**What is expected**
For every line below that includes the word "screenshot", add one; report the final number and nothing else.

**Provided entries**
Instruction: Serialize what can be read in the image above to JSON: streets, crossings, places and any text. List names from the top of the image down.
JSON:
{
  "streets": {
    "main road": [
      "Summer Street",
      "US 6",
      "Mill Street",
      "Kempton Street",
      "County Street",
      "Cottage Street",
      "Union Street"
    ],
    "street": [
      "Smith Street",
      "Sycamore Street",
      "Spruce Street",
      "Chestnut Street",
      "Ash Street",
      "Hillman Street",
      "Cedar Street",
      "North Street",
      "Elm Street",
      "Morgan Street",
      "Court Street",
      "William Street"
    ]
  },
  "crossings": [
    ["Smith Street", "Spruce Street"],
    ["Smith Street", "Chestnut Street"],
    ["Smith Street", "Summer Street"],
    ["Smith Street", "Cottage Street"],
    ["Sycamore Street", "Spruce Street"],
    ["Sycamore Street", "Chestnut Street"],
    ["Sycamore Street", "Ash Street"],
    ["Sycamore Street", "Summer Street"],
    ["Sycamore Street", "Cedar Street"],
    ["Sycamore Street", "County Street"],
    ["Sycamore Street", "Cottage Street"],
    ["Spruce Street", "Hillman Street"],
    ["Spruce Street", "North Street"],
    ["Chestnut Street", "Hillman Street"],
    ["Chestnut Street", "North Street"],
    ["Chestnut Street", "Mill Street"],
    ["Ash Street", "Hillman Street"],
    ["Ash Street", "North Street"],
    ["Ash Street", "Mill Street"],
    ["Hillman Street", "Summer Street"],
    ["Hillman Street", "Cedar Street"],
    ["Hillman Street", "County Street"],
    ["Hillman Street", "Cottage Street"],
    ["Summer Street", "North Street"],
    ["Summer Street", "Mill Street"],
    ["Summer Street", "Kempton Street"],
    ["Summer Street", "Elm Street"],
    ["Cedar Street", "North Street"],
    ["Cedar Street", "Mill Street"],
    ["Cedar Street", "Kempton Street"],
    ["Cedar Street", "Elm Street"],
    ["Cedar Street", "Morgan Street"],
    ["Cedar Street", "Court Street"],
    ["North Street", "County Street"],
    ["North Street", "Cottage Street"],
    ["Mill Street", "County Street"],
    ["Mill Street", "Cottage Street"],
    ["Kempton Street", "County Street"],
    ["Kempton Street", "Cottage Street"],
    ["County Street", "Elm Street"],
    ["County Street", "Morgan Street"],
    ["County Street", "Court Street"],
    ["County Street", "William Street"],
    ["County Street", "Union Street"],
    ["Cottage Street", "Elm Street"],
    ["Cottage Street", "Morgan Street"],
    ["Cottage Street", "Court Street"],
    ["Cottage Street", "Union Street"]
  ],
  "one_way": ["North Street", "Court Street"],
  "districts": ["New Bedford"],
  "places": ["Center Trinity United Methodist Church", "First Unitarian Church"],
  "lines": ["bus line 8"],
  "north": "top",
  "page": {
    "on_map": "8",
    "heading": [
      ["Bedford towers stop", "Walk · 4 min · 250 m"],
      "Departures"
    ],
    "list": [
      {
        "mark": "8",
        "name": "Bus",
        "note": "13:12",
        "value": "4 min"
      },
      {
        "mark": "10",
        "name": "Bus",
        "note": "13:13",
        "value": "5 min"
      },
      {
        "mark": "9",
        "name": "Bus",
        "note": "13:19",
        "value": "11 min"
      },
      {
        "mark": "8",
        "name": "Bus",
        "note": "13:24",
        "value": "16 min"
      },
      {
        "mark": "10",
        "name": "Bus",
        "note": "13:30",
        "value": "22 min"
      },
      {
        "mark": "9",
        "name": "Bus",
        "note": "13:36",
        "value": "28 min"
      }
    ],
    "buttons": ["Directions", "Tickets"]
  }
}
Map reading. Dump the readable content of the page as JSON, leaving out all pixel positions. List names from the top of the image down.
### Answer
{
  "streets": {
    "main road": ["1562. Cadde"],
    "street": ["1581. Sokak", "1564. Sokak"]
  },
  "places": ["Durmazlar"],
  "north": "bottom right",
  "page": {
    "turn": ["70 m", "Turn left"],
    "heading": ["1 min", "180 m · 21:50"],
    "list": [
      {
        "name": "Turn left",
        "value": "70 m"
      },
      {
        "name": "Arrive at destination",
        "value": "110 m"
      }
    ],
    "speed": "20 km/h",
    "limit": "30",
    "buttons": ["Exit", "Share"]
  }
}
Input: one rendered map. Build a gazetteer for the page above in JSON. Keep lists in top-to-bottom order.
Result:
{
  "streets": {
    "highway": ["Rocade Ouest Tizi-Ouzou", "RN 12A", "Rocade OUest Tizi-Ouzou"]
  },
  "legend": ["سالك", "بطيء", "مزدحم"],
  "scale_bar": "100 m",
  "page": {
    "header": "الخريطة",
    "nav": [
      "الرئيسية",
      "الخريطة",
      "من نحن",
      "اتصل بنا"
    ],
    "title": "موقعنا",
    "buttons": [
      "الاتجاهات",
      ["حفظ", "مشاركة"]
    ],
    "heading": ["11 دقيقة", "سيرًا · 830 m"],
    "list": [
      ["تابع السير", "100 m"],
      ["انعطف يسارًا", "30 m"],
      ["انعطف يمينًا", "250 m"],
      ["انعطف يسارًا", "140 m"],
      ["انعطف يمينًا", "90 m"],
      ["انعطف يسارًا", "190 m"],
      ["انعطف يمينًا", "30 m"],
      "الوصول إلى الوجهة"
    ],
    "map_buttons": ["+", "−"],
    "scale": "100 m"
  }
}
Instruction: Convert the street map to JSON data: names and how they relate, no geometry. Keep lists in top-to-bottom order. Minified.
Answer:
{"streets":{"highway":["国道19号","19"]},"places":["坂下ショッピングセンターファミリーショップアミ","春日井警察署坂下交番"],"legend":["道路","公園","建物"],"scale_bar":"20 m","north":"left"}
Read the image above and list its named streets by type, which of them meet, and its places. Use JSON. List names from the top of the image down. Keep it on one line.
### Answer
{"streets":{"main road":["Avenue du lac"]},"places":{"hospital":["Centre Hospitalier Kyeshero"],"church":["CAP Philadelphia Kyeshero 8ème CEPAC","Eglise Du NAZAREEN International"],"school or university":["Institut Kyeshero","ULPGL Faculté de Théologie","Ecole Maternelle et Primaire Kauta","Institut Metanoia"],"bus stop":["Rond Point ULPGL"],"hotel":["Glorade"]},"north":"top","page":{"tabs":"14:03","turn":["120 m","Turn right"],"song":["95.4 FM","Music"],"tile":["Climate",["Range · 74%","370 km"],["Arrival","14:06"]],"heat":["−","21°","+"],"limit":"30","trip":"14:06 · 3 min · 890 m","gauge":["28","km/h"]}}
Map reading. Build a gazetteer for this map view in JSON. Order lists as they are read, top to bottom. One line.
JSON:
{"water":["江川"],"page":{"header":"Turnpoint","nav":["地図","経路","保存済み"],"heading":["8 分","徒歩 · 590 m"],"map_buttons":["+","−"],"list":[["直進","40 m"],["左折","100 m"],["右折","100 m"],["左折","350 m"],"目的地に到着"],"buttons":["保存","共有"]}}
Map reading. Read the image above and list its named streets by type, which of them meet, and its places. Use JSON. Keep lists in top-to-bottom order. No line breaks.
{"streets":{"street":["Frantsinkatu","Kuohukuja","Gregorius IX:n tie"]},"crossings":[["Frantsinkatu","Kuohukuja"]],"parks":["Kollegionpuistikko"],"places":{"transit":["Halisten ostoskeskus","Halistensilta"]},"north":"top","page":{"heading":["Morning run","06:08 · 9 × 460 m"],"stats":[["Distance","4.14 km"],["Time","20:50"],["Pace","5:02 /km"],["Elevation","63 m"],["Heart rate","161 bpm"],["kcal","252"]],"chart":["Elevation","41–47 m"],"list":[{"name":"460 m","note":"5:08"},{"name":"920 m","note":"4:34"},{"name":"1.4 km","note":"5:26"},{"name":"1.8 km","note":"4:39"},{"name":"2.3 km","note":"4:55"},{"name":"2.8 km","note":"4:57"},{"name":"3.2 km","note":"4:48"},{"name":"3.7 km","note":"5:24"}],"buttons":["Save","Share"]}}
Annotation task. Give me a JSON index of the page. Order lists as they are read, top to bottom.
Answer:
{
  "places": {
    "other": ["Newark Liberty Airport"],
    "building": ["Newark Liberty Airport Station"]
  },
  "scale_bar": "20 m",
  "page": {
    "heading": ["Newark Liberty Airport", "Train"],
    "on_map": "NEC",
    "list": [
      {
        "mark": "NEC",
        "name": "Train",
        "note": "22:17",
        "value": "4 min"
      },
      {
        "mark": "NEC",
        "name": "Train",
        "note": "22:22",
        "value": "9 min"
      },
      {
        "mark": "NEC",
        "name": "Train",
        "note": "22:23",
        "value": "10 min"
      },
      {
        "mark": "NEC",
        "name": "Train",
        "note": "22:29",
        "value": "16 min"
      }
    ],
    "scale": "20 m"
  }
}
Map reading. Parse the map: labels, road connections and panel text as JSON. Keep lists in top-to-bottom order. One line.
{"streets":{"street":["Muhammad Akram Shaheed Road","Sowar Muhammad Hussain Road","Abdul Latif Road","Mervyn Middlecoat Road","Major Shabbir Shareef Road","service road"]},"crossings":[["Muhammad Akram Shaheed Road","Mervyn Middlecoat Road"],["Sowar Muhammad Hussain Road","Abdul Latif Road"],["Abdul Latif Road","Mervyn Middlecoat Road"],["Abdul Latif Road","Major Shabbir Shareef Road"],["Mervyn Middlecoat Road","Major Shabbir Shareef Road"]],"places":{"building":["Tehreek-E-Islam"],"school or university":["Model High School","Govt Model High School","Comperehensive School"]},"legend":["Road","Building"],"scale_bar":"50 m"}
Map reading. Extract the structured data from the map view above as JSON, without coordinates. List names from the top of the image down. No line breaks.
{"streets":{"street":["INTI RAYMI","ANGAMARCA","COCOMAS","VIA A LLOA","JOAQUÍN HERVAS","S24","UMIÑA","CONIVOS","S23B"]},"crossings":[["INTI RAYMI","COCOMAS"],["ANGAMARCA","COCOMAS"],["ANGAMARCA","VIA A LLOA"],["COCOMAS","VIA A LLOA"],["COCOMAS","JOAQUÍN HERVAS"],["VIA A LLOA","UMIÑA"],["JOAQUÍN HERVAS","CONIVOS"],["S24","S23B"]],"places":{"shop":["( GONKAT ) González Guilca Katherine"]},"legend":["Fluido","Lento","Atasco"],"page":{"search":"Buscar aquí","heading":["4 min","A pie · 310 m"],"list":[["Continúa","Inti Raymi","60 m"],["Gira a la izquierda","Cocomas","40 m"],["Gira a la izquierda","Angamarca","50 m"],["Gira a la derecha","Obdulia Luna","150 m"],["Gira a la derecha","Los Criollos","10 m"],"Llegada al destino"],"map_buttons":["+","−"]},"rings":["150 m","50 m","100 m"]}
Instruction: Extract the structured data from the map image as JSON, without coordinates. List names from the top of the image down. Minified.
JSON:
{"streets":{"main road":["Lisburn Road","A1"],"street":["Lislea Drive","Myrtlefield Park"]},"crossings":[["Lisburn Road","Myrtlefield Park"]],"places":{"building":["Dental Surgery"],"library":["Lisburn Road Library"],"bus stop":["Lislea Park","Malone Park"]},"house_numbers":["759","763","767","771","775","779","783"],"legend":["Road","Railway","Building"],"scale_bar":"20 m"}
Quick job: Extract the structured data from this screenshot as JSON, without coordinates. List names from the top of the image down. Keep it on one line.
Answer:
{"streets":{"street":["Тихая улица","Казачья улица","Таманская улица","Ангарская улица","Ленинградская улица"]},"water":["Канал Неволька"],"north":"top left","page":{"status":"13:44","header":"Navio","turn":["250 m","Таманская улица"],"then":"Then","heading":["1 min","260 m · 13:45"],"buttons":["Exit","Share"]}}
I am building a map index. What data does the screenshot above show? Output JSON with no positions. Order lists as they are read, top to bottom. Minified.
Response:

**Task answer**
2